Overall prevalence is unknown, but in the Ashkenazi Jewish population it is estimated at approximately 1/ 48,000 births.
Individuals with BSyn show proportionate growth retardation of prenatal onset and have a short stature (average adult height of 150 cm). Respiratory and gastrointestinal tract infections of variable severity (e.g. otitis, pneumonia) occur frequently throughout childhood and are associated with variable immunodeficiency. Gastroesophageal reflux with tracheal aspiration, common during infancy, may contribute to respiratory infections. Telangiectatic erythema appears during the first 1-2 years of life on the face (in particular the cheek) and dorsum of the hands. One major feature of Bsyn is a greatly increased predisposition to cancers in a distribution corresponding to the general population but occurring at a much younger age. The most common malignancies are leukemias and lymphoma during childhood and adolescence, and various types of adenocarcinomas during adulthood (e.g. colon, esophagus, breast). Rare tumors such as Wilms tumor and osteosarcoma (see these terms) may occur during childhood. Several individuals have had more than one primary tumor. Other usual features are poor feeding during infancy, and an exceptionally sparse subcutaneous adipose tissue giving a wasted appearance. Dolichocephaly, narrow face, prominent nose and ears, and malar and mandibular hypoplasia can be observed.

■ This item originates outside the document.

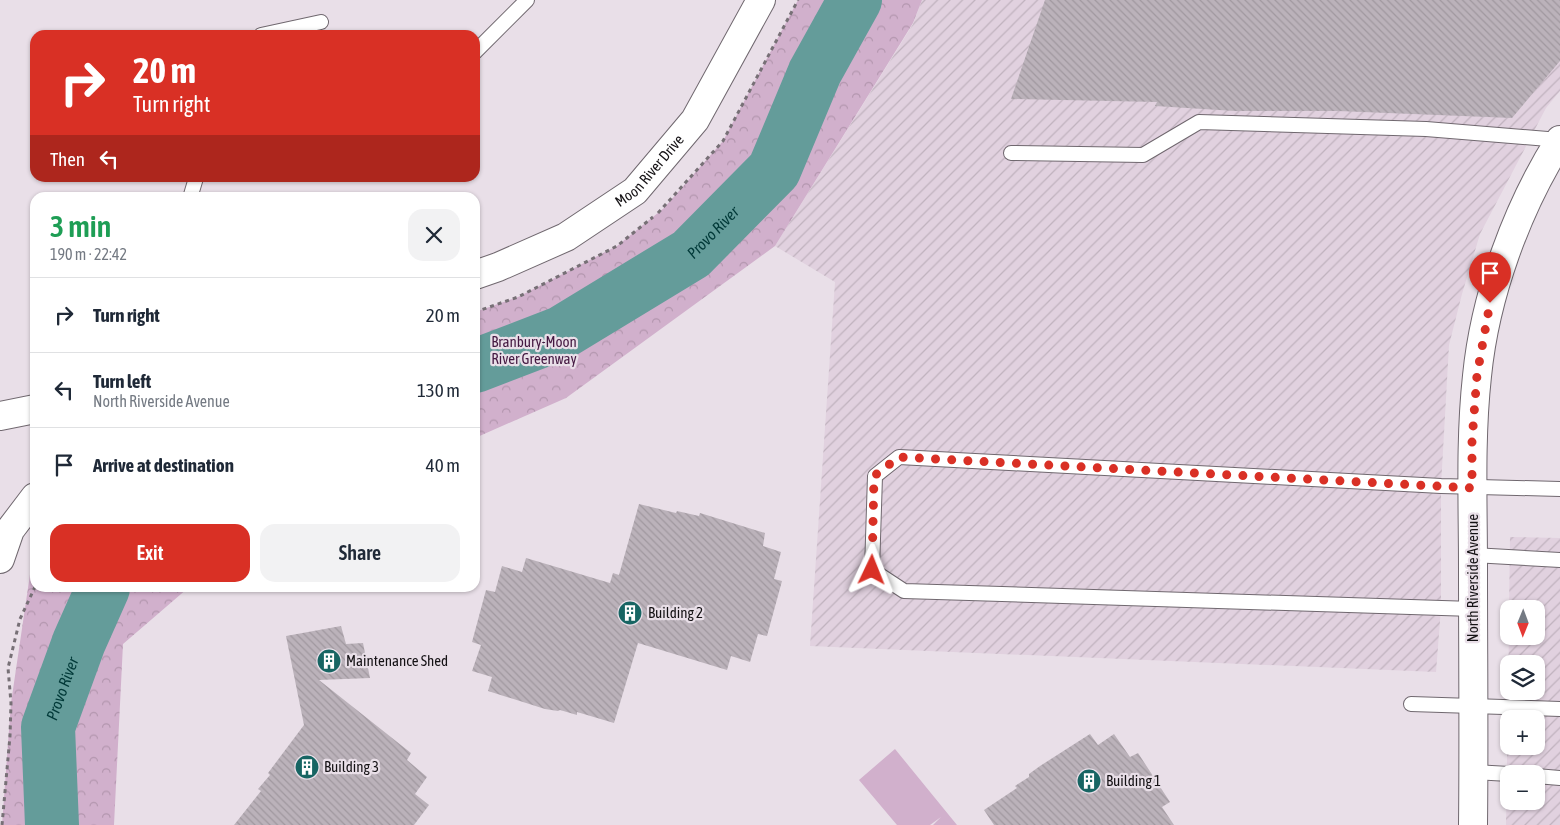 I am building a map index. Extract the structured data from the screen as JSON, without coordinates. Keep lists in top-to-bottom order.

Additional features include blistering and bleeding from the lips, patchy areas of hyper- and hypopigmentation, male infertility, and premature menopause. Decreased attention span and reduced memory function result in lack of interest in learning, but intellectual disability is not present. Ocular anomalies (e.g. conjunctivitis, bilateral optic nerve hypoplasia) have been reported.
Bsyn is due to mutations of the BLM gene (15q26.1) which encodes the DNA helicase RecQl3, an enzyme involved in maintenance of genomic integrity. Such mutations lead to a spontaneous high level of sister chromatid exchanges due to a slowdown in replication speed and defective fork reactivation.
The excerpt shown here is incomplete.